Segment Start: Material for the task

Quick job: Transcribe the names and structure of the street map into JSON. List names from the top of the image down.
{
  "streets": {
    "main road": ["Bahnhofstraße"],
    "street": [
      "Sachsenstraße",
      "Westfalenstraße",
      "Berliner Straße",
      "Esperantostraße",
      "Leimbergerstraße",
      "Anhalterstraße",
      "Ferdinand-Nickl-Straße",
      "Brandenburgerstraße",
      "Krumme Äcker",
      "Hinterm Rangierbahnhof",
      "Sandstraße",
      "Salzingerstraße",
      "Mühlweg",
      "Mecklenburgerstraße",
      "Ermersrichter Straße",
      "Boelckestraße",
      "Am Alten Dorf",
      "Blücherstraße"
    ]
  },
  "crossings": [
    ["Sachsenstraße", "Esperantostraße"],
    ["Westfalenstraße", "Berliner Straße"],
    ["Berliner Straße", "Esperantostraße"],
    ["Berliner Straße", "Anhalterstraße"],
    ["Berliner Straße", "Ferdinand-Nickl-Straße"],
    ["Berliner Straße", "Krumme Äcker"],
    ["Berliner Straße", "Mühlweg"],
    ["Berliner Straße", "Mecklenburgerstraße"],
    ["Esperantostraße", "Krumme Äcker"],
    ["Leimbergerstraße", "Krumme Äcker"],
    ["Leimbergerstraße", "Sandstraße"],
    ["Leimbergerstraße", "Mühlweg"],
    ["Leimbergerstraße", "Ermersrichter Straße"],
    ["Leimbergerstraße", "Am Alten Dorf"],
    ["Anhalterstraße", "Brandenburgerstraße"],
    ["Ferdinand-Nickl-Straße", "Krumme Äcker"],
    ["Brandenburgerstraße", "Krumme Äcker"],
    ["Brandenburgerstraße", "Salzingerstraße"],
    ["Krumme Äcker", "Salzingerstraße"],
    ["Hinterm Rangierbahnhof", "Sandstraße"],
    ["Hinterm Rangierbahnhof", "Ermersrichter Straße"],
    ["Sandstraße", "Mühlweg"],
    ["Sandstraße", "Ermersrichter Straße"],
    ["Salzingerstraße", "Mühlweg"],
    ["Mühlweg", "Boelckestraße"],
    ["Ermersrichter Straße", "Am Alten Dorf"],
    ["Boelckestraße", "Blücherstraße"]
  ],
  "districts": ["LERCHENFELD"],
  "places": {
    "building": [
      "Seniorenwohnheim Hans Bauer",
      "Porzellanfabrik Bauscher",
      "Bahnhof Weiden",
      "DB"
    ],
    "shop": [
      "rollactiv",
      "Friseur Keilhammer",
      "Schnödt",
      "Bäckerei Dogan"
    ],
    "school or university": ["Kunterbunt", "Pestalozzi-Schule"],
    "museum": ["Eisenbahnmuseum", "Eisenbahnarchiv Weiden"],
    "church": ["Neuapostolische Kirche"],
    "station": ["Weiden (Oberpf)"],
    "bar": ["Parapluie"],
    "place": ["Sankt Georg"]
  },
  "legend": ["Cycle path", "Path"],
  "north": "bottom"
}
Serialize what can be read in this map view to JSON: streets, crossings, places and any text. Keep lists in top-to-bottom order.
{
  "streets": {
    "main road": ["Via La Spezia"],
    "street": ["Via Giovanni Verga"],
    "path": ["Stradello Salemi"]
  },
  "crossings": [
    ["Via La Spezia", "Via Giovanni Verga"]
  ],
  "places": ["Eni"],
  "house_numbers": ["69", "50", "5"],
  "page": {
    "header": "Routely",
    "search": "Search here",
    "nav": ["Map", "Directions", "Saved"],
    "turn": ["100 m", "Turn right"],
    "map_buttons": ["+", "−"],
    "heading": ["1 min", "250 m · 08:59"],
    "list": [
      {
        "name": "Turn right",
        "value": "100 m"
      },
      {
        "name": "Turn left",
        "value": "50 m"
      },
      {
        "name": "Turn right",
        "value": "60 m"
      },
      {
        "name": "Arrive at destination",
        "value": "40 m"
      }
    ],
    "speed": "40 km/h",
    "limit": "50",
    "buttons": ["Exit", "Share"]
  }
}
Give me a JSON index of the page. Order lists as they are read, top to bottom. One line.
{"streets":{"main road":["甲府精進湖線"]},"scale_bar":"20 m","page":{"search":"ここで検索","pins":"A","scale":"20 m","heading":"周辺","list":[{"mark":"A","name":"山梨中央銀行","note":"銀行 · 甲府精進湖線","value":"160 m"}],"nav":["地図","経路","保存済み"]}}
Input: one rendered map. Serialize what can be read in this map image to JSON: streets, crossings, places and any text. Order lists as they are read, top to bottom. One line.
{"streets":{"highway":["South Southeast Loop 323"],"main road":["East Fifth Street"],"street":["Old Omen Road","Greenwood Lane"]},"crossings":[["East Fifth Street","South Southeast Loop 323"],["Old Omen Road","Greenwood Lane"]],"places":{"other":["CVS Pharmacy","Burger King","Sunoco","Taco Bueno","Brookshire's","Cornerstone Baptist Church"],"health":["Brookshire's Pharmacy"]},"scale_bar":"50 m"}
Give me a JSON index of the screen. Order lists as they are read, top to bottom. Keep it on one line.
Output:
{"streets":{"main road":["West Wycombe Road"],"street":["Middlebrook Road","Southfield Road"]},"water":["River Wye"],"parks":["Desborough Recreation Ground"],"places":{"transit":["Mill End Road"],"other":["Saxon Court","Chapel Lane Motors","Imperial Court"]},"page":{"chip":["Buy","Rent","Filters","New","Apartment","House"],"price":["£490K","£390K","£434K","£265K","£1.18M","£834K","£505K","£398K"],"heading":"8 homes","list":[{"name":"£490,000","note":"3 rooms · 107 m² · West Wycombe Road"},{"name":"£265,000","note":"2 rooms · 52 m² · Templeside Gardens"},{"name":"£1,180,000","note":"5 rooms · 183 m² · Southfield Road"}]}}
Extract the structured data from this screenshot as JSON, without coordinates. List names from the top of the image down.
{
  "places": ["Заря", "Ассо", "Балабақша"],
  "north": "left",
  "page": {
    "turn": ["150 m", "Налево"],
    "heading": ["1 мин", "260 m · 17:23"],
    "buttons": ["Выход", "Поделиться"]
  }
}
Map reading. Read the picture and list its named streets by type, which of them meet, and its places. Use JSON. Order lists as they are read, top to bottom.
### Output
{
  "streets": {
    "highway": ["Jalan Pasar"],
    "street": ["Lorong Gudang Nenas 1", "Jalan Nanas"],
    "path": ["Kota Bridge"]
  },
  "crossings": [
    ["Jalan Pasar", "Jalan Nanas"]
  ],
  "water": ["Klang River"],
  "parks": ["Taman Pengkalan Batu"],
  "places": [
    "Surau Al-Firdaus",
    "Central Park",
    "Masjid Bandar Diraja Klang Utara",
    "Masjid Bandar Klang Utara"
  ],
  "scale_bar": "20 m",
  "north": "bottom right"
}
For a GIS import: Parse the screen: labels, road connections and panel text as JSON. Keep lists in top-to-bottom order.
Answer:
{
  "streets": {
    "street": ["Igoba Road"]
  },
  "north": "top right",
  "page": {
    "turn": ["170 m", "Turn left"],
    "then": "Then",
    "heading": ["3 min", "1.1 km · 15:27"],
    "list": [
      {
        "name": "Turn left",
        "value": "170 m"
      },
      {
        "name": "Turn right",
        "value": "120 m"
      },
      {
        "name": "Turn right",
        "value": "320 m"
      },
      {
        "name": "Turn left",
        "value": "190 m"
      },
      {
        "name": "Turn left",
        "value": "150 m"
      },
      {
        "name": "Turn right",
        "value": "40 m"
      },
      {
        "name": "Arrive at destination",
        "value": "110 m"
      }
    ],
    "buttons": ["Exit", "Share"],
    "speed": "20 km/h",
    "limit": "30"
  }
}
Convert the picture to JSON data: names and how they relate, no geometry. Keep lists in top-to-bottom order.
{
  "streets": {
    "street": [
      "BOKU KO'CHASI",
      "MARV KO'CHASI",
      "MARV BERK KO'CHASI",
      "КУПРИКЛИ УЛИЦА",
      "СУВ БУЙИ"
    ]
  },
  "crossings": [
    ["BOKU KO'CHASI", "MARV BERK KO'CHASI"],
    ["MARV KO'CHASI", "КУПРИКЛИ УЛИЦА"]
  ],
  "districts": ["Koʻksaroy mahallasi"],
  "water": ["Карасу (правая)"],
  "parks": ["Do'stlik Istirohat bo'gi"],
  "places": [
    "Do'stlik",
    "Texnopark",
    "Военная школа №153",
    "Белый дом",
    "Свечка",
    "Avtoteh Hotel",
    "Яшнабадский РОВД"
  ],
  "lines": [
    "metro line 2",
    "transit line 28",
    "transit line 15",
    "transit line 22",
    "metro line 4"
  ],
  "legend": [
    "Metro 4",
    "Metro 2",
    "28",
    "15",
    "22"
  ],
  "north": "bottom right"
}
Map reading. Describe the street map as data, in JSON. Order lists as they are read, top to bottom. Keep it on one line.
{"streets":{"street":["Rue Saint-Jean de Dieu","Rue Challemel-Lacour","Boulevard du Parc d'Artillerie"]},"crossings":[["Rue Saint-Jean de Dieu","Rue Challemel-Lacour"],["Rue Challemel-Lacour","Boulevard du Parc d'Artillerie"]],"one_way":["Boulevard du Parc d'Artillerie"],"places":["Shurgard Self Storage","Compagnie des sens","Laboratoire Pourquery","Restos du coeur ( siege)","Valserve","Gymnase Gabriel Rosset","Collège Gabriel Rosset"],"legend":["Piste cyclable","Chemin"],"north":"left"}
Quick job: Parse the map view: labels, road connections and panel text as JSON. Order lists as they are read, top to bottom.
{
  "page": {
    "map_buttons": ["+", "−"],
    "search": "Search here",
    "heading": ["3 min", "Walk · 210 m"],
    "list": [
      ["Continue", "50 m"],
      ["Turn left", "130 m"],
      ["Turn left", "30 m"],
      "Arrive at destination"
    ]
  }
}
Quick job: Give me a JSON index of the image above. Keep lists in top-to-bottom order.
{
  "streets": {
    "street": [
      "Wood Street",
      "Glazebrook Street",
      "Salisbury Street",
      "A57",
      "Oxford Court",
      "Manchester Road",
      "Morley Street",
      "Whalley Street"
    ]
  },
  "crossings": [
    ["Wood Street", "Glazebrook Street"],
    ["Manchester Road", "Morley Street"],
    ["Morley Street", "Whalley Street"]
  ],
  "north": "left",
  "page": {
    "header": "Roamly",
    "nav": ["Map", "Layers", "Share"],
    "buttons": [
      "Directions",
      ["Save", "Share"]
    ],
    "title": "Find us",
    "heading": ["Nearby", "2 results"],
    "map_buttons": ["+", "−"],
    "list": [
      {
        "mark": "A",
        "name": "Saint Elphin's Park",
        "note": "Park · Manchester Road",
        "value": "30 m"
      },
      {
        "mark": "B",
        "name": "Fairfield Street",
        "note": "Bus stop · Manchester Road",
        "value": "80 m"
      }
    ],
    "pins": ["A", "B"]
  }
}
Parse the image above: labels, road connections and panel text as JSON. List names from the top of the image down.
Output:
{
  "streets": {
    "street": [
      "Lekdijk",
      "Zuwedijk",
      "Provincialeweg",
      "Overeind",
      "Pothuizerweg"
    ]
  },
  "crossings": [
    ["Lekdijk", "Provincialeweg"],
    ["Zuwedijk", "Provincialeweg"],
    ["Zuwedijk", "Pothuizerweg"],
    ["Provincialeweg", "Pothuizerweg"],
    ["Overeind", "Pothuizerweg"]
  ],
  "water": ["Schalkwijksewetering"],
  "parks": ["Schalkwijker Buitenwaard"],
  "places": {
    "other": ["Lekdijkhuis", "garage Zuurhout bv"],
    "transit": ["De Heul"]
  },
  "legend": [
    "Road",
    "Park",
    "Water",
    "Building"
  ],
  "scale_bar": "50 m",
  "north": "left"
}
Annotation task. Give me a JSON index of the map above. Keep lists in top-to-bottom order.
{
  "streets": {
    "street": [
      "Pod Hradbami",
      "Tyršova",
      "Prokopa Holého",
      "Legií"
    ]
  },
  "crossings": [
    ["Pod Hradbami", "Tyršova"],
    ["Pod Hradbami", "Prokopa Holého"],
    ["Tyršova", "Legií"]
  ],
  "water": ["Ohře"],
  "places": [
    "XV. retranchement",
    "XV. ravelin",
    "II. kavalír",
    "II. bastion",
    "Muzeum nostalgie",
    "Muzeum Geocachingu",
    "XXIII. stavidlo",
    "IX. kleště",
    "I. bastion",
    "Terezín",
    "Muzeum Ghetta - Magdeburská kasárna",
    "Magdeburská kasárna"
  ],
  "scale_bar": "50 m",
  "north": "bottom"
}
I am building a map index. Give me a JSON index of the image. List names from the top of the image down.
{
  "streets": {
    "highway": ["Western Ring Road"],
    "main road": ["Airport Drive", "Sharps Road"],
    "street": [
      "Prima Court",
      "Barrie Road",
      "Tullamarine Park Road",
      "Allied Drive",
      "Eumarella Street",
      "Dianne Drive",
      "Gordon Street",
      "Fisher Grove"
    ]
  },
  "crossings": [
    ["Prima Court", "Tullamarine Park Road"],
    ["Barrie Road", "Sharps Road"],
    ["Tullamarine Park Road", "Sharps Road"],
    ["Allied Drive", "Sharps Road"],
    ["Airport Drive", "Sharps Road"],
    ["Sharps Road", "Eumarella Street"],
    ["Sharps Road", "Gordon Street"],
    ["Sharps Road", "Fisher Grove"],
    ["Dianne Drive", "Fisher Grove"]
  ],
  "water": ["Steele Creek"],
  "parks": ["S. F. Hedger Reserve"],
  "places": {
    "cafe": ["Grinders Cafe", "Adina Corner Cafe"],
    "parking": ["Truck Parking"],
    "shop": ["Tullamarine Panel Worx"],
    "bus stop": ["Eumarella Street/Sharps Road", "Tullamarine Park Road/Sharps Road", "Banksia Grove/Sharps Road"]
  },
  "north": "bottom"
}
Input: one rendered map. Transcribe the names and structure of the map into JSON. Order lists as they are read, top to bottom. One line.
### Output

Segment End: Material for the task

**Task to complete**: Output only the lines from the line that contains "I am building" through the end of the entries, both included, exactly as they appear.

**Solution to the exercise**:
I am building a map index. Give me a JSON index of the image. List names from the top of the image down.
{
  "streets": {
    "highway": ["Western Ring Road"],
    "main road": ["Airport Drive", "Sharps Road"],
    "street": [
      "Prima Court",
      "Barrie Road",
      "Tullamarine Park Road",
      "Allied Drive",
      "Eumarella Street",
      "Dianne Drive",
      "Gordon Street",
      "Fisher Grove"
    ]
  },
  "crossings": [
    ["Prima Court", "Tullamarine Park Road"],
    ["Barrie Road", "Sharps Road"],
    ["Tullamarine Park Road", "Sharps Road"],
    ["Allied Drive", "Sharps Road"],
    ["Airport Drive", "Sharps Road"],
    ["Sharps Road", "Eumarella Street"],
    ["Sharps Road", "Gordon Street"],
    ["Sharps Road", "Fisher Grove"],
    ["Dianne Drive", "Fisher Grove"]
  ],
  "water": ["Steele Creek"],
  "parks": ["S. F. Hedger Reserve"],
  "places": {
    "cafe": ["Grinders Cafe", "Adina Corner Cafe"],
    "parking": ["Truck Parking"],
    "shop": ["Tullamarine Panel Worx"],
    "bus stop": ["Eumarella Street/Sharps Road", "Tullamarine Park Road/Sharps Road", "Banksia Grove/Sharps Road"]
  },
  "north": "bottom"
}
Input: one rendered map. Transcribe the names and structure of the map into JSON. Order lists as they are read, top to bottom. One line.
### Output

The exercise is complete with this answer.